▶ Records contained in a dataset
-- Opening Marker --
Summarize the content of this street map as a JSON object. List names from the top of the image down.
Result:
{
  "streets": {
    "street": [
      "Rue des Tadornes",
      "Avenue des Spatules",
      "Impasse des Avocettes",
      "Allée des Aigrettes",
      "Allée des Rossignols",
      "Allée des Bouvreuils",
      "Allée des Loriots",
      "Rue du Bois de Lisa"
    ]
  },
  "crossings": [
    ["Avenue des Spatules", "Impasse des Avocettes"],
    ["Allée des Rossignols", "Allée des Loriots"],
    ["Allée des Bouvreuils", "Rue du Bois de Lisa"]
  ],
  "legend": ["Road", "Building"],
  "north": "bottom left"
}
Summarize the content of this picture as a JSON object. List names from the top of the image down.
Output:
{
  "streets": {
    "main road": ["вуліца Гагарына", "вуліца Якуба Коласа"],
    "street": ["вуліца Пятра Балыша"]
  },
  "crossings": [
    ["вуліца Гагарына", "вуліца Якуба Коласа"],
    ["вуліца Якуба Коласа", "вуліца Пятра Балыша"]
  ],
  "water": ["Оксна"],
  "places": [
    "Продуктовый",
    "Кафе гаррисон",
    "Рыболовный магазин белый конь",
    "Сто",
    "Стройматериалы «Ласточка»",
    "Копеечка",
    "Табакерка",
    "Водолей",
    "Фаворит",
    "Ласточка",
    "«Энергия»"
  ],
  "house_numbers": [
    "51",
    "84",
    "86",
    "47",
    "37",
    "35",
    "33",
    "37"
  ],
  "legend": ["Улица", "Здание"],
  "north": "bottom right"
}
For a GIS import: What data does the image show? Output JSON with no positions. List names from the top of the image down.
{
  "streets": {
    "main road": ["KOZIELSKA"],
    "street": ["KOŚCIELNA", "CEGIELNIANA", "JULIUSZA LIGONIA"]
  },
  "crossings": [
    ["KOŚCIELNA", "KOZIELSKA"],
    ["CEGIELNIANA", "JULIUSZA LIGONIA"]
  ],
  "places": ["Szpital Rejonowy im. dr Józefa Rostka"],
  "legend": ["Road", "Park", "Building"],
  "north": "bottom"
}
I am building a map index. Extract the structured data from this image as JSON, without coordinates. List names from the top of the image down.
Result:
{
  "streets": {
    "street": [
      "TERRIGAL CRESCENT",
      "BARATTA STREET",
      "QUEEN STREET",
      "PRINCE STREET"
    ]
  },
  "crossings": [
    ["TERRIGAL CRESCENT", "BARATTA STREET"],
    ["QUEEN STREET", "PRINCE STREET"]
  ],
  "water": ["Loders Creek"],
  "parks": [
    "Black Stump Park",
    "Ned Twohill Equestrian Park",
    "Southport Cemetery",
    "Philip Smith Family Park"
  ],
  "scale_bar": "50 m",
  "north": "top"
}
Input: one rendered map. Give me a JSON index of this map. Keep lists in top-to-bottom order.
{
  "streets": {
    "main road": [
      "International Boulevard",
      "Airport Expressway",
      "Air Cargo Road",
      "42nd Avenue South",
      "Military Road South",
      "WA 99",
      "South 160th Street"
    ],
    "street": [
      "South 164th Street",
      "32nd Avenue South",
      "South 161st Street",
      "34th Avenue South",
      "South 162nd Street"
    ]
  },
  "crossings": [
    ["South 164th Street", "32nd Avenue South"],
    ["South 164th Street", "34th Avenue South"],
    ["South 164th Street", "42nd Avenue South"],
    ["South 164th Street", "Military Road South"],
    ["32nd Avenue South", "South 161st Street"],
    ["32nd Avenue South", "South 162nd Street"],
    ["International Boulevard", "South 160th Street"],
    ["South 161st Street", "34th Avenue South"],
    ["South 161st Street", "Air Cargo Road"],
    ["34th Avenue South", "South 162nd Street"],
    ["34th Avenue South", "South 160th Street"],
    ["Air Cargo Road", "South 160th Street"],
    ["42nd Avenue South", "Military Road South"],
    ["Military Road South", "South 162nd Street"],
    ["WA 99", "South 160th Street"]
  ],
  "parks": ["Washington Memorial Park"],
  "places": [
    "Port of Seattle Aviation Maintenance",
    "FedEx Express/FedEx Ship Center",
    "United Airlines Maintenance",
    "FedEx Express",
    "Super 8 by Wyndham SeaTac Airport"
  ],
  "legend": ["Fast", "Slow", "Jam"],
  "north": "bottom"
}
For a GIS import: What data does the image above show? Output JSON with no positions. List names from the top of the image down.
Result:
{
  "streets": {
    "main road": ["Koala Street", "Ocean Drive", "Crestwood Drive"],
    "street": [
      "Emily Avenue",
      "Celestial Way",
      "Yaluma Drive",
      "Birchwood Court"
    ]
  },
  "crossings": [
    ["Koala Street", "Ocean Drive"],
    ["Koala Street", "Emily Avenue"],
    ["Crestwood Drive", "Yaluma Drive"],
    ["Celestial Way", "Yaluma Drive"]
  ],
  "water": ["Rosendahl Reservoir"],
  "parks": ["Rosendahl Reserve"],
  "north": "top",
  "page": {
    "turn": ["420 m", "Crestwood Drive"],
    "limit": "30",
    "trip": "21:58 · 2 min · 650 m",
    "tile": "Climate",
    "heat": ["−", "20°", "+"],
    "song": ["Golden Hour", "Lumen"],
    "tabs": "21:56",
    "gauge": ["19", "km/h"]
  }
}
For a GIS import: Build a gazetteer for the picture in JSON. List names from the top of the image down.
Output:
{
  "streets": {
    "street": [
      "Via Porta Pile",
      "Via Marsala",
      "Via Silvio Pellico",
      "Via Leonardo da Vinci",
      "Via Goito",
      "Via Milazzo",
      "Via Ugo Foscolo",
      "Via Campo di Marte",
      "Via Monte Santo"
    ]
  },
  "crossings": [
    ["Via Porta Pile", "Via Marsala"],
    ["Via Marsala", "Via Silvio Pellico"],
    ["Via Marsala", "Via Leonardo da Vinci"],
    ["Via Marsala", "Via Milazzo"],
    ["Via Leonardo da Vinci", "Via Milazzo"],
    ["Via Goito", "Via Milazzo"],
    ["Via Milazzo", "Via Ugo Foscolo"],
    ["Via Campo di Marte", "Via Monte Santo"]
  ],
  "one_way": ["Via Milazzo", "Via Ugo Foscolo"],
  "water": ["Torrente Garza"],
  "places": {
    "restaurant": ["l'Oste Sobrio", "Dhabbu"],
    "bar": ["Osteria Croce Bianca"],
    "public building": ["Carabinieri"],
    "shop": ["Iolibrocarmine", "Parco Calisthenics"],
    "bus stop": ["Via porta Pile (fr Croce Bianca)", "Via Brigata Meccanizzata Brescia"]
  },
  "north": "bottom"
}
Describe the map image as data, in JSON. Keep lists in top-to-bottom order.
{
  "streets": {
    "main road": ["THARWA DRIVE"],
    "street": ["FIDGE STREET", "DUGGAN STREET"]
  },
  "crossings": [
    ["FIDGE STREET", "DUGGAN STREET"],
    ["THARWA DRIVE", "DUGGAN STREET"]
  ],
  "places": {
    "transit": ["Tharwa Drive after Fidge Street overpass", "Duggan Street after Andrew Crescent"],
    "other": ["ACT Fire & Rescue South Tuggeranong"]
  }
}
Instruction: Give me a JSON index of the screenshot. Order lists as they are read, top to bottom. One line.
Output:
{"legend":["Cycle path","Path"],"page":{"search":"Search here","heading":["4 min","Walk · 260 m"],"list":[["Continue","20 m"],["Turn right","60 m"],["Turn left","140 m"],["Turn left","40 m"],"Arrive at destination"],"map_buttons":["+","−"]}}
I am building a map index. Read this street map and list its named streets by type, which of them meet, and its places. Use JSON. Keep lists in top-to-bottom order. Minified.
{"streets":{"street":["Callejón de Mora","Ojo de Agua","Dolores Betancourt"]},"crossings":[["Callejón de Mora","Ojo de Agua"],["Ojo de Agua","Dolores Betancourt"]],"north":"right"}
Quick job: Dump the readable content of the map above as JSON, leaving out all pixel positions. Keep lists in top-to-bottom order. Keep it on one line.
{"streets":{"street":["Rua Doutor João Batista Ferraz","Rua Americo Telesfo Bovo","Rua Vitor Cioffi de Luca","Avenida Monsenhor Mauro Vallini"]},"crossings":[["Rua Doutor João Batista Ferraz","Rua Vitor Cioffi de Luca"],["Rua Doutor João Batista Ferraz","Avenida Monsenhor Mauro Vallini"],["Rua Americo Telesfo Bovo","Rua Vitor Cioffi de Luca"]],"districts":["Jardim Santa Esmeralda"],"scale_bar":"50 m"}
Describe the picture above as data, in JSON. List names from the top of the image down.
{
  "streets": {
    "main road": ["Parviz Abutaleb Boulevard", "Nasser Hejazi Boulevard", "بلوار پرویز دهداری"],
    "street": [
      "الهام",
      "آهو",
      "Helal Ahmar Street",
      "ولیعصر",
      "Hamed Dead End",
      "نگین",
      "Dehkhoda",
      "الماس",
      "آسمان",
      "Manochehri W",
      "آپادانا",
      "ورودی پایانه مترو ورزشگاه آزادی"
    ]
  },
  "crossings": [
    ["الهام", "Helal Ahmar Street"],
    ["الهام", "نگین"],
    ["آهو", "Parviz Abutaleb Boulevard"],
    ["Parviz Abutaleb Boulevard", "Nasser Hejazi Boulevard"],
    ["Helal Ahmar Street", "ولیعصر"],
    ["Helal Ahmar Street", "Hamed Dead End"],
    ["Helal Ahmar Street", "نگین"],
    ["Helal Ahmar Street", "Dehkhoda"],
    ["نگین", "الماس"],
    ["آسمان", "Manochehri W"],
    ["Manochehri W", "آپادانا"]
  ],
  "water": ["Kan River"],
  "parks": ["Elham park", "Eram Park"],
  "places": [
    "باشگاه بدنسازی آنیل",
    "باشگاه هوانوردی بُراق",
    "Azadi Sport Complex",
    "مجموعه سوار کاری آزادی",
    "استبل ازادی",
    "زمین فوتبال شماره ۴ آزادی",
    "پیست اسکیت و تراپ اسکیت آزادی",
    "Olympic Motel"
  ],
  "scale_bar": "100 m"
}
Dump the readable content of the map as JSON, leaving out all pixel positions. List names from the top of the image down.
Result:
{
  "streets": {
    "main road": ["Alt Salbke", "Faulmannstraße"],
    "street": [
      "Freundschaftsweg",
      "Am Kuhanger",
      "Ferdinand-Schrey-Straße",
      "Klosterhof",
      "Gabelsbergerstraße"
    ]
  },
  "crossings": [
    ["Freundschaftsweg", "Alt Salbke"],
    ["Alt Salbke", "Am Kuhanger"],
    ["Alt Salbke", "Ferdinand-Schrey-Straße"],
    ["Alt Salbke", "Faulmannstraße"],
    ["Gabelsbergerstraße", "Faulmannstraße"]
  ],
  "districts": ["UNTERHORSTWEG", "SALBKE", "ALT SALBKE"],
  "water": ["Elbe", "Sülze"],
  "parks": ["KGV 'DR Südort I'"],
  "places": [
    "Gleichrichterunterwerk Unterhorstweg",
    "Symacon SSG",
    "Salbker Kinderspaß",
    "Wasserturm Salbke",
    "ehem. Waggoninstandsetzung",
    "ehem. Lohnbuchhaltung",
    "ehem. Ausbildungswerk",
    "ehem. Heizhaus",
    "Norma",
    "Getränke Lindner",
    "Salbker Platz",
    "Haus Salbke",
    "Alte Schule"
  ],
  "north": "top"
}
-- Closing Marker --
▶ Task details
Print the lines above from the one with "Input: one rendered" through the one with "For a GIS import: What data does the image above", both included, exactly as written and nothing more.

▶ Answer to this problem
Input: one rendered map. Give me a JSON index of this map. Keep lists in top-to-bottom order.
{
  "streets": {
    "main road": [
      "International Boulevard",
      "Airport Expressway",
      "Air Cargo Road",
      "42nd Avenue South",
      "Military Road South",
      "WA 99",
      "South 160th Street"
    ],
    "street": [
      "South 164th Street",
      "32nd Avenue South",
      "South 161st Street",
      "34th Avenue South",
      "South 162nd Street"
    ]
  },
  "crossings": [
    ["South 164th Street", "32nd Avenue South"],
    ["South 164th Street", "34th Avenue South"],
    ["South 164th Street", "42nd Avenue South"],
    ["South 164th Street", "Military Road South"],
    ["32nd Avenue South", "South 161st Street"],
    ["32nd Avenue South", "South 162nd Street"],
    ["International Boulevard", "South 160th Street"],
    ["South 161st Street", "34th Avenue South"],
    ["South 161st Street", "Air Cargo Road"],
    ["34th Avenue South", "South 162nd Street"],
    ["34th Avenue South", "South 160th Street"],
    ["Air Cargo Road", "South 160th Street"],
    ["42nd Avenue South", "Military Road South"],
    ["Military Road South", "South 162nd Street"],
    ["WA 99", "South 160th Street"]
  ],
  "parks": ["Washington Memorial Park"],
  "places": [
    "Port of Seattle Aviation Maintenance",
    "FedEx Express/FedEx Ship Center",
    "United Airlines Maintenance",
    "FedEx Express",
    "Super 8 by Wyndham SeaTac Airport"
  ],
  "legend": ["Fast", "Slow", "Jam"],
  "north": "bottom"
}
For a GIS import: What data does the image above show? Output JSON with no positions. List names from the top of the image down.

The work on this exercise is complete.